Destaque-se que, nos países periféricos, os efeitos deletérios são ainda mais visíveis: as prisões estão cheias de dependentes de drogas que se transformam em criminosos para sustentar seu vício, e a violência na resolução dos conflitos ligados ao tráfico é generalizada. Por outro lado, a cultura do controle bélico patrocina a invasão de extensas áreas urbanas e mantém esses locais em permanente estado de sítio.
Os moradores locais, trabalhadores honestos em sua esmagadora maioria, são estigmatizados e tratados como traficantes em potencial e vistos como inimigos pelas agências de controle estatal. Dessa forma, a conclusão a que se chega é no sentido de que a “guerra às drogas” acarreta maiores danos à sociedade e à saúde pública do que protege esses mesmos fins, razão pela qual deve ser substituída por uma alternativa mais tolerante e humanitária.
O combate à violência não se faz com a estigmatização ou atos autoritários. A cultura brasileira, infelizmente, ainda está longe do ideal de uma democracia. Essa constatação é verificável nos dias atuais. quando, por exemplo, o Poder Judiciário, responsável pela manutenção da ordem democrática, profere decisões que proíbem a manifestação pelo debate sobre a descriminalização. Percebe-se que há muito a ser feito. A mera proibição, com base em interpretações equivocadas da lei, busca um resultado a todo custo, numa demonstração de utilitarismo extremo. Para afirmar que a “Marcha da Maconha” configura crime de incitação ou apologia, deve-se demonstrar o dolo dos agentes em colocar em risco a paz pública (bem jurídico tutelado pelas normas), assim como definir qual o grau do perigo ou do dano.
A paz pública é um bem jurídico de conceito muito vago e, em nome dos princípios da fundamentação das decisões judiciais e da lesividade do direito penal, toda ameaça a este bem deve ser explicitada de forma clara. Se há uma norma proibindo a incitação ou a apologia ao crime, quer-se evitar um resultado lesivo, que deve ser demonstrado na decisão proibitiva da manifestação. No entanto, essa é apenas outra perversidade do modelo proibicionista. O fato é que modelos totalitários sempre andam juntos do obscurantismo. A proibição veda o próprio debate democrático e o livre trânsito das idéias. Se é proibido, então é um tabu, e não se pode, sequer, tocar nesse assunto, senão clandestinamente.

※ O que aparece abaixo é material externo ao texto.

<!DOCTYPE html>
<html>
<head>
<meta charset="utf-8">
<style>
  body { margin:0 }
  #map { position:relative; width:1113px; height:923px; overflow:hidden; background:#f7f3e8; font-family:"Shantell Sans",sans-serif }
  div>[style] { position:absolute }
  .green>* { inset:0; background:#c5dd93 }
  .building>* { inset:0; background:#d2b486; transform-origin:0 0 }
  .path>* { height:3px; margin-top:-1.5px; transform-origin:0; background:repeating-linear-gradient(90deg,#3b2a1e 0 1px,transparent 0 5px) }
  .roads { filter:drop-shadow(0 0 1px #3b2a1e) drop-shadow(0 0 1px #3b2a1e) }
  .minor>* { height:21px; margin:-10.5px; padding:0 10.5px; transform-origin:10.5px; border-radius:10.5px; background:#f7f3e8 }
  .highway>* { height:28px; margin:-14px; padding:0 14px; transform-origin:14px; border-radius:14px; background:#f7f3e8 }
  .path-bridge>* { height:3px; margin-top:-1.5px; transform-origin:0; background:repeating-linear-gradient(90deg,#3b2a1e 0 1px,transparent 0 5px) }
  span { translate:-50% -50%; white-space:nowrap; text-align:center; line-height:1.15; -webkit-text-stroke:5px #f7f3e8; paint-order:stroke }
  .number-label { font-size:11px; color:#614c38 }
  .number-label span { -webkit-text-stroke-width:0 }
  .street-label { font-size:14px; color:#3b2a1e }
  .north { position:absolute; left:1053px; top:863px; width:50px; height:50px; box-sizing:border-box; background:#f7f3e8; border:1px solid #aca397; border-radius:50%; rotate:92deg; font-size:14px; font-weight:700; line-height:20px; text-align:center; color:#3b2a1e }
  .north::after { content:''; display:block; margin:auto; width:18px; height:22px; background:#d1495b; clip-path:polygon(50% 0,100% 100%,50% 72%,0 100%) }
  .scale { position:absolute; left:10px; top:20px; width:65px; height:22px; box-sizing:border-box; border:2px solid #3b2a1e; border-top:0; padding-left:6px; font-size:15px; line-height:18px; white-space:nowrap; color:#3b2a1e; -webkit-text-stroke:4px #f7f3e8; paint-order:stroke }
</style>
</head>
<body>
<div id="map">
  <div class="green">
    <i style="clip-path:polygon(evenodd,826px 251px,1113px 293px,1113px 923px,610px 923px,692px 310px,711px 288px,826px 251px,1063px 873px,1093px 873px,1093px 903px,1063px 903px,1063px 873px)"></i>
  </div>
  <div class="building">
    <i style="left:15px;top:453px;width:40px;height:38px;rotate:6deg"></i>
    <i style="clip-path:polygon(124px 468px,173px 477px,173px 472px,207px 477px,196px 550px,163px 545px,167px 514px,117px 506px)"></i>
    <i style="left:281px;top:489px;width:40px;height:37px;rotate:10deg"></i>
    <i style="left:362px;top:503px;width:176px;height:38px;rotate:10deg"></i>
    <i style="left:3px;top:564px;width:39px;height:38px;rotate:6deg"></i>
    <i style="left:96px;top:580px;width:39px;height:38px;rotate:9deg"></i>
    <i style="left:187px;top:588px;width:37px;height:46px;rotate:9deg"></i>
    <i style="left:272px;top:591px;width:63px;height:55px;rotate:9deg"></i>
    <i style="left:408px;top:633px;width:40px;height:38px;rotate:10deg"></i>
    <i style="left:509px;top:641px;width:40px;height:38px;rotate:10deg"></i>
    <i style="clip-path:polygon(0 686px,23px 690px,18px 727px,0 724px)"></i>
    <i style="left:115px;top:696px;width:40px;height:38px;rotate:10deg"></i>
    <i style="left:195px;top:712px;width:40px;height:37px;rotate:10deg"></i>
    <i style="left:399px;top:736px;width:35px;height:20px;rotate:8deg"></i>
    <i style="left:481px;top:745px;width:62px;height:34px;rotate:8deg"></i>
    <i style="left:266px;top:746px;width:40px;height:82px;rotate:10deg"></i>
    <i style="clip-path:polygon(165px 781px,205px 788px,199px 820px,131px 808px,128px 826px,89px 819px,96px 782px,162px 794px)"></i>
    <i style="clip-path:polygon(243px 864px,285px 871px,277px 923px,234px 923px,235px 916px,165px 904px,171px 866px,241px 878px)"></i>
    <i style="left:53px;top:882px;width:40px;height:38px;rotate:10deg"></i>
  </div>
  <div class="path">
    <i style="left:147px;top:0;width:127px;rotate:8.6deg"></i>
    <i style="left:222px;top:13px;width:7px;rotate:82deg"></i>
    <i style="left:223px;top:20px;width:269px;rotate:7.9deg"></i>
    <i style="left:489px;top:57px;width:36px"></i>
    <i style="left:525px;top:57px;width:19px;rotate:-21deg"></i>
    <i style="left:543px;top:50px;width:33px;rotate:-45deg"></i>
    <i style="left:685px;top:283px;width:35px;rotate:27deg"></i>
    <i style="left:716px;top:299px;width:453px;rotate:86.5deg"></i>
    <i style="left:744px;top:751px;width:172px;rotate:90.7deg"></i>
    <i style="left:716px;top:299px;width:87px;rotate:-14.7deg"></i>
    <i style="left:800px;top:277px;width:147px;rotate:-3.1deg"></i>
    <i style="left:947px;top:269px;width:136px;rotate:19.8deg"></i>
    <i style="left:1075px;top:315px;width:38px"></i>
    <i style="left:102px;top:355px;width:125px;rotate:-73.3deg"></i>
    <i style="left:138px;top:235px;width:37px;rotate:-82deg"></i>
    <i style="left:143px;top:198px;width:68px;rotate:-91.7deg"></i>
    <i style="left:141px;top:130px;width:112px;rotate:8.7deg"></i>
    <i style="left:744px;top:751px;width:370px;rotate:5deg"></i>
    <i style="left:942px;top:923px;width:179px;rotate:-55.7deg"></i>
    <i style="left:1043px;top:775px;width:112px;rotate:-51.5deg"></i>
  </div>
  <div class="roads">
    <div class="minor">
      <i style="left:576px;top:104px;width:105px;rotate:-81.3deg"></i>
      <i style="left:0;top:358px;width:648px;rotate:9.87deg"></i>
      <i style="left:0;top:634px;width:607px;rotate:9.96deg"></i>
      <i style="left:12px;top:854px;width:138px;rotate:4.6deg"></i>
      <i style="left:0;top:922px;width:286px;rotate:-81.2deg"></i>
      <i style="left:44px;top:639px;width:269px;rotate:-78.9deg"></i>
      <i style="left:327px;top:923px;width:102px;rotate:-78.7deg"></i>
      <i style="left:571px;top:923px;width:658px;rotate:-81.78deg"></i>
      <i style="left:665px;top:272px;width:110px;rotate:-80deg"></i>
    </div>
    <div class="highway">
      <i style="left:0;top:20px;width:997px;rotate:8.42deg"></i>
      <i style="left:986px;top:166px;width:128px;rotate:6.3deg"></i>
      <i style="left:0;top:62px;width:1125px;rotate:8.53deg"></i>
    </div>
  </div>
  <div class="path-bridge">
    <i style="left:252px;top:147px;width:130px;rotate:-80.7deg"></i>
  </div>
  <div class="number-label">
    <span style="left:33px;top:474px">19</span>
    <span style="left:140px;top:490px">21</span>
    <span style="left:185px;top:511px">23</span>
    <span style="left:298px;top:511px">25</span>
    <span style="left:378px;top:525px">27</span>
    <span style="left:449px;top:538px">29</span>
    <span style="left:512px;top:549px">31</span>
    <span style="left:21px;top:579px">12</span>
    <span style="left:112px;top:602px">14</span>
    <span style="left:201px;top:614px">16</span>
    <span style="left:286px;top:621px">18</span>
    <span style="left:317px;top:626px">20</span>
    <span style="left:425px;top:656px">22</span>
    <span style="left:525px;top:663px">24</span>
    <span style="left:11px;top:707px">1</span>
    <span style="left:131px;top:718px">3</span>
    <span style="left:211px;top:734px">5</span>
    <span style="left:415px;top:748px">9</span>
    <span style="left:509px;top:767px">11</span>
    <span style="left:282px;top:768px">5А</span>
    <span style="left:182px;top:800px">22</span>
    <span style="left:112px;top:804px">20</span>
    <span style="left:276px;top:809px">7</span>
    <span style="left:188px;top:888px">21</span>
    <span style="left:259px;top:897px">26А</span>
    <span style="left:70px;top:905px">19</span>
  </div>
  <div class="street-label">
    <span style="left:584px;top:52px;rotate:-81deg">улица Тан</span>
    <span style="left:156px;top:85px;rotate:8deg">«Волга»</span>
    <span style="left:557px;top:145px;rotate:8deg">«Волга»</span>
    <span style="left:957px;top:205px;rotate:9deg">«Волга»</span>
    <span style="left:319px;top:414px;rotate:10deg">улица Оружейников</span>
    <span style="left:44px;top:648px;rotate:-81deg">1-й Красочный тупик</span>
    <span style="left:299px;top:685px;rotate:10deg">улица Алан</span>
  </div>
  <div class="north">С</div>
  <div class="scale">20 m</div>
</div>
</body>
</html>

É certo, por outro lado, que a atual lei de drogas apresentou uma certa evolução no tratamento ao usuário, no entanto, ainda está longe do ideal. Retirar a pena privativa de liberdade do porte para uso próprio foi um avanço, mas o mais correto seria eliminar o crime. Perdeu a chance o legislador de descriminalizar o porte para uso próprio, pois, apesar de não se poder aplicar a pena privativa de liberdade, o usuário ainda carrega o estigma do criminoso e sofre todos os demais efeitos de uma condenação ou de um mero processo criminal, mesmo que venha a ser absolvido.
Quer o Estado, assim, interferir na liberdade individual do cidadão para evitar que o mesmo consuma drogas, porém, o direito penal demonstrou ser ineficaz para este fim. O uso da droga é uma autolesão e, em obediência ao Estado democrático de Direito, o comportamento que não atinge terceiros não pode ser crime. Criminalizar o porte para uso próprio é uma atitude paternalista injustificada do Estado.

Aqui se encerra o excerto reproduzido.